Collected data entries
◆ ◆ ◆
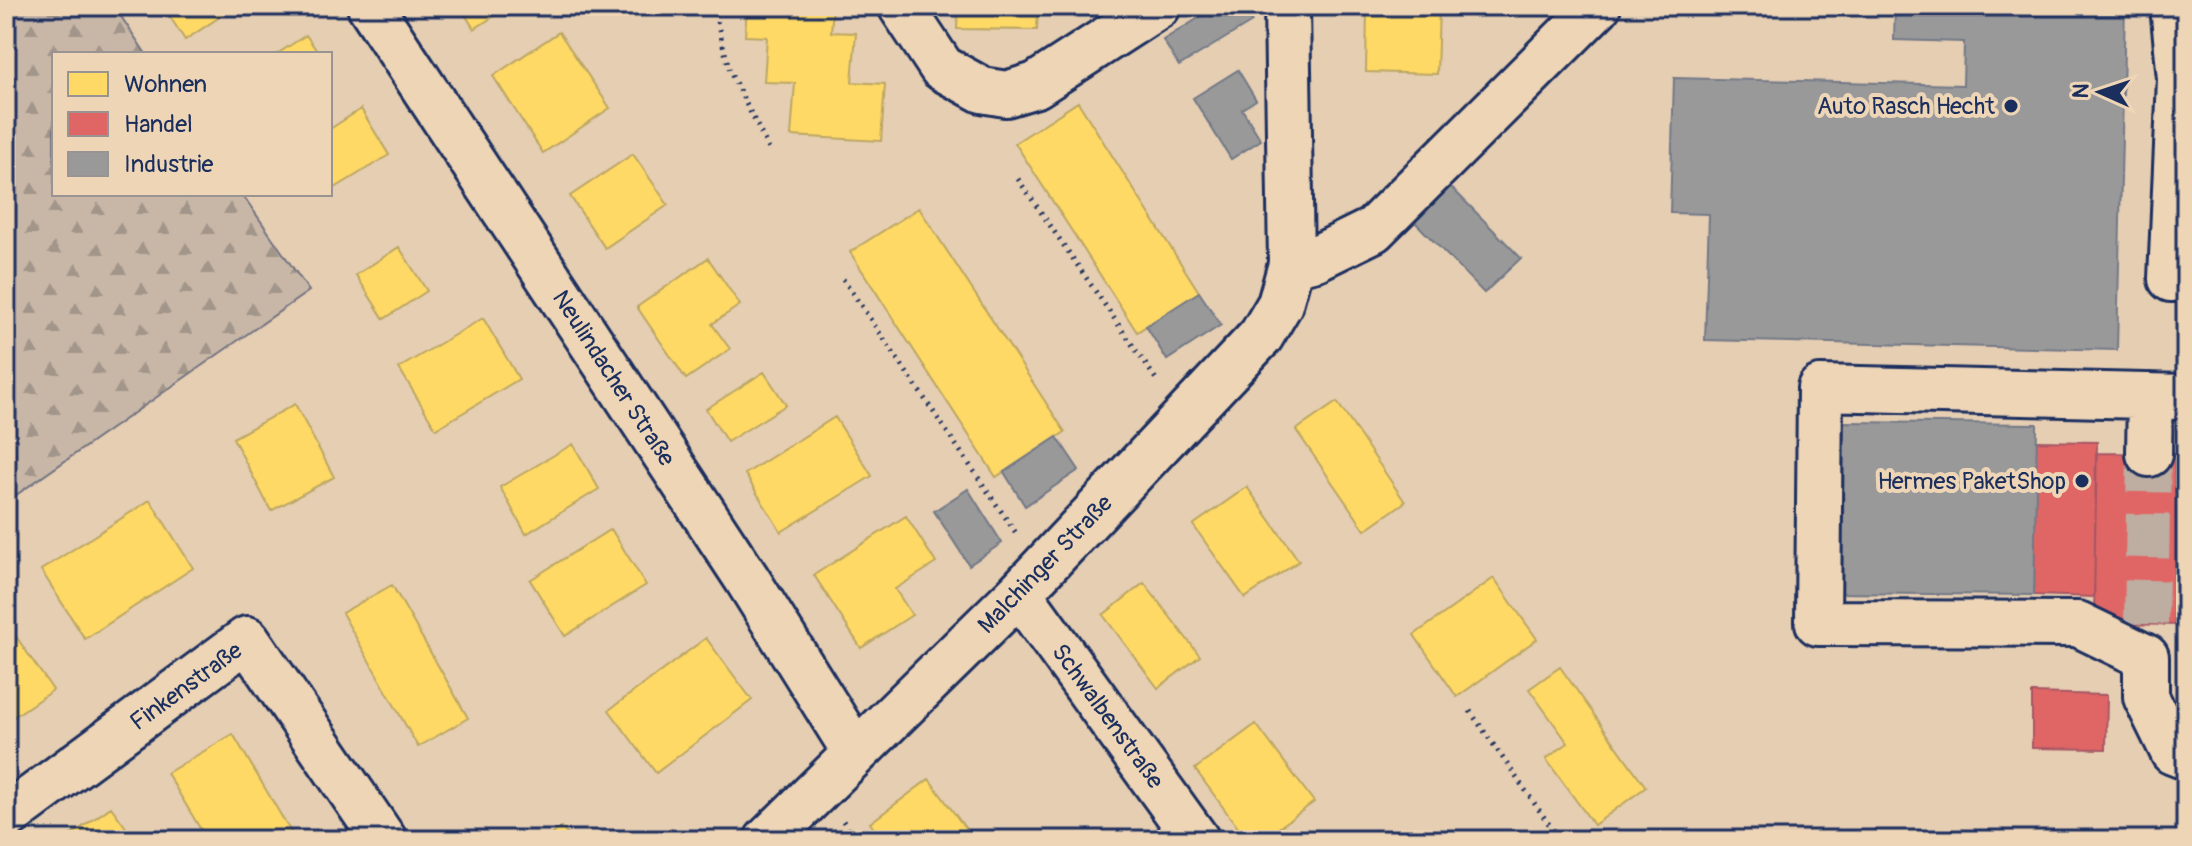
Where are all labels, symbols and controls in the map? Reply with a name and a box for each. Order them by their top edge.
legend [52,52,332,196]
north arrow [2060,52,2140,132]
text: Wohnen [124,70,207,99]
text: N [2067,83,2095,99]
place label: Auto Rasch Hecht [1817,92,1995,121]
marker: Auto Rasch Hecht [2002,97,2020,115]
text: Handel [124,110,193,139]
text: Industrie [124,150,213,179]
street label: Neulindacher Straße [546,285,681,472]
place label: Hermes PaketShop [1878,467,2066,496]
marker: Hermes PaketShop [2073,472,2091,490]
street label: Malchinger Straße [972,489,1119,640]
street label: Finkenstraße [125,636,248,737]
street label: Schwalbenstraße [1045,638,1170,794]

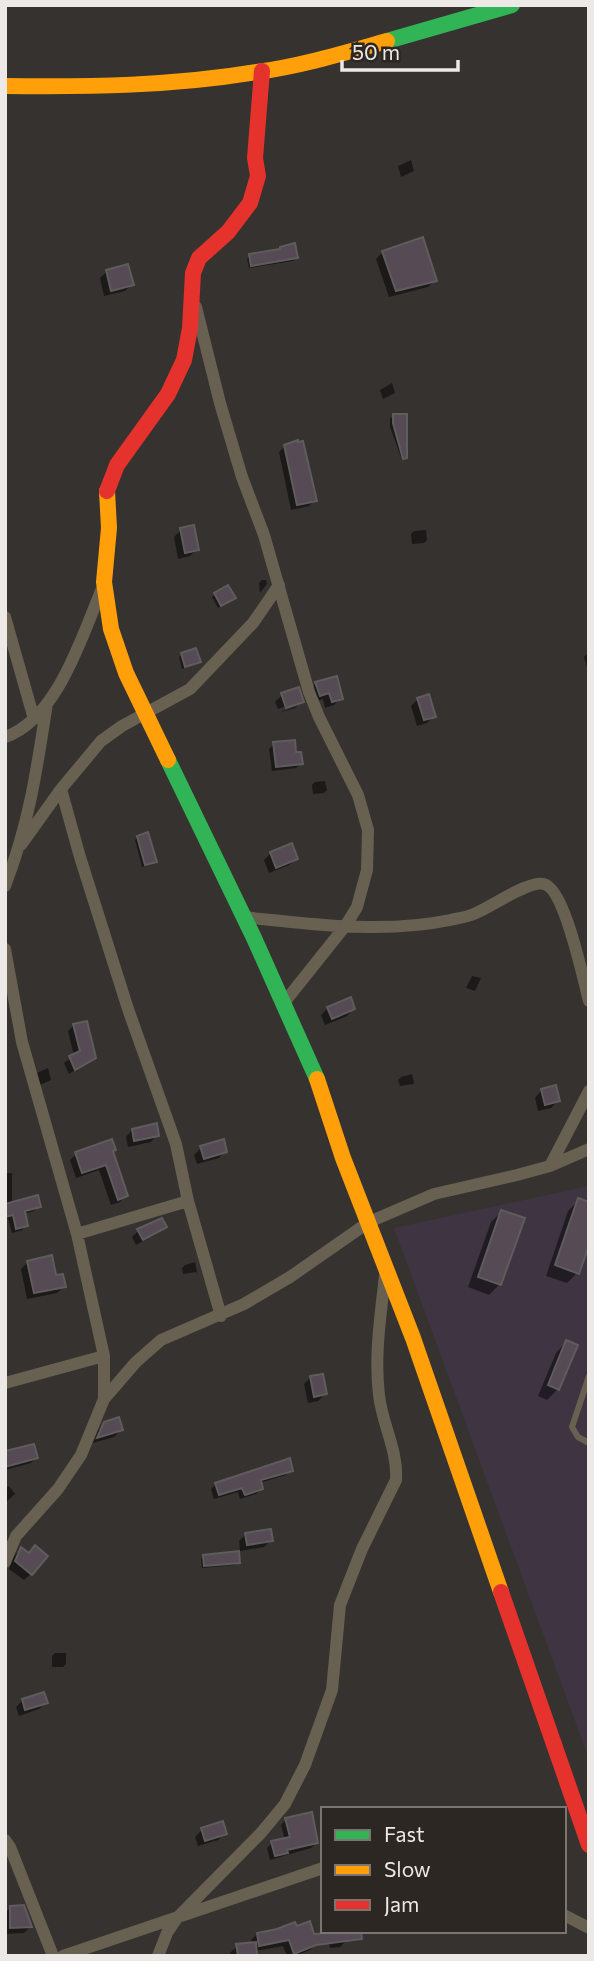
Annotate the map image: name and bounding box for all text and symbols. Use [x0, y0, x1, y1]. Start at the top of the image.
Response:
scale bar [342, 28, 458, 72]
text: 50 m [352, 39, 400, 64]
legend [321, 1807, 566, 1933]
text: Fast [384, 1821, 425, 1846]
text: Slow [384, 1856, 431, 1881]
text: Jam [384, 1891, 419, 1916]

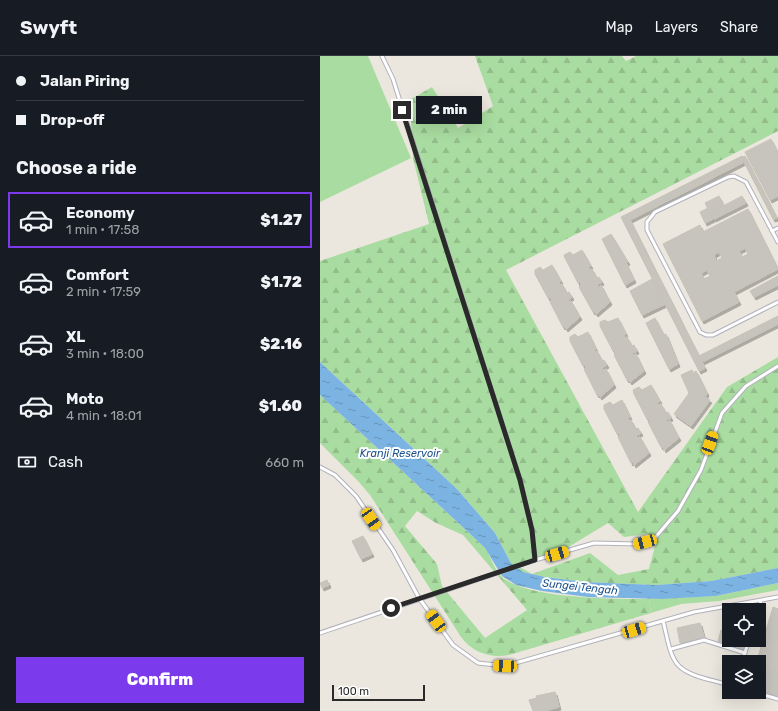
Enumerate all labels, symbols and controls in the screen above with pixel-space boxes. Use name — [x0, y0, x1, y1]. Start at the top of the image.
◆ ◆ ◆
Each record should be given again exactly, with no picture carried over.

FINAL ANSWER:
Where are all labels, symbols and controls in the map? Reply with a name and a box for each. Order them by their top edge.
legend [52,52,332,196]
north arrow [2060,52,2140,132]
text: Wohnen [124,70,207,99]
text: N [2067,83,2095,99]
place label: Auto Rasch Hecht [1817,92,1995,121]
marker: Auto Rasch Hecht [2002,97,2020,115]
text: Handel [124,110,193,139]
text: Industrie [124,150,213,179]
street label: Neulindacher Straße [546,285,681,472]
place label: Hermes PaketShop [1878,467,2066,496]
marker: Hermes PaketShop [2073,472,2091,490]
street label: Malchinger Straße [972,489,1119,640]
street label: Finkenstraße [125,636,248,737]
street label: Schwalbenstraße [1045,638,1170,794]

Annotate the map image: name and bounding box for all text and symbols. Use [x0, y0, x1, y1]. Start at the top of the image.
Response:
scale bar [342, 28, 458, 72]
text: 50 m [352, 39, 400, 64]
legend [321, 1807, 566, 1933]
text: Fast [384, 1821, 425, 1846]
text: Slow [384, 1856, 431, 1881]
text: Jam [384, 1891, 419, 1916]

Enumerate all labels, symbols and controls in the screen above with pixel-space boxes. Use name — [x0, y0, x1, y1]. Start at the top of the image.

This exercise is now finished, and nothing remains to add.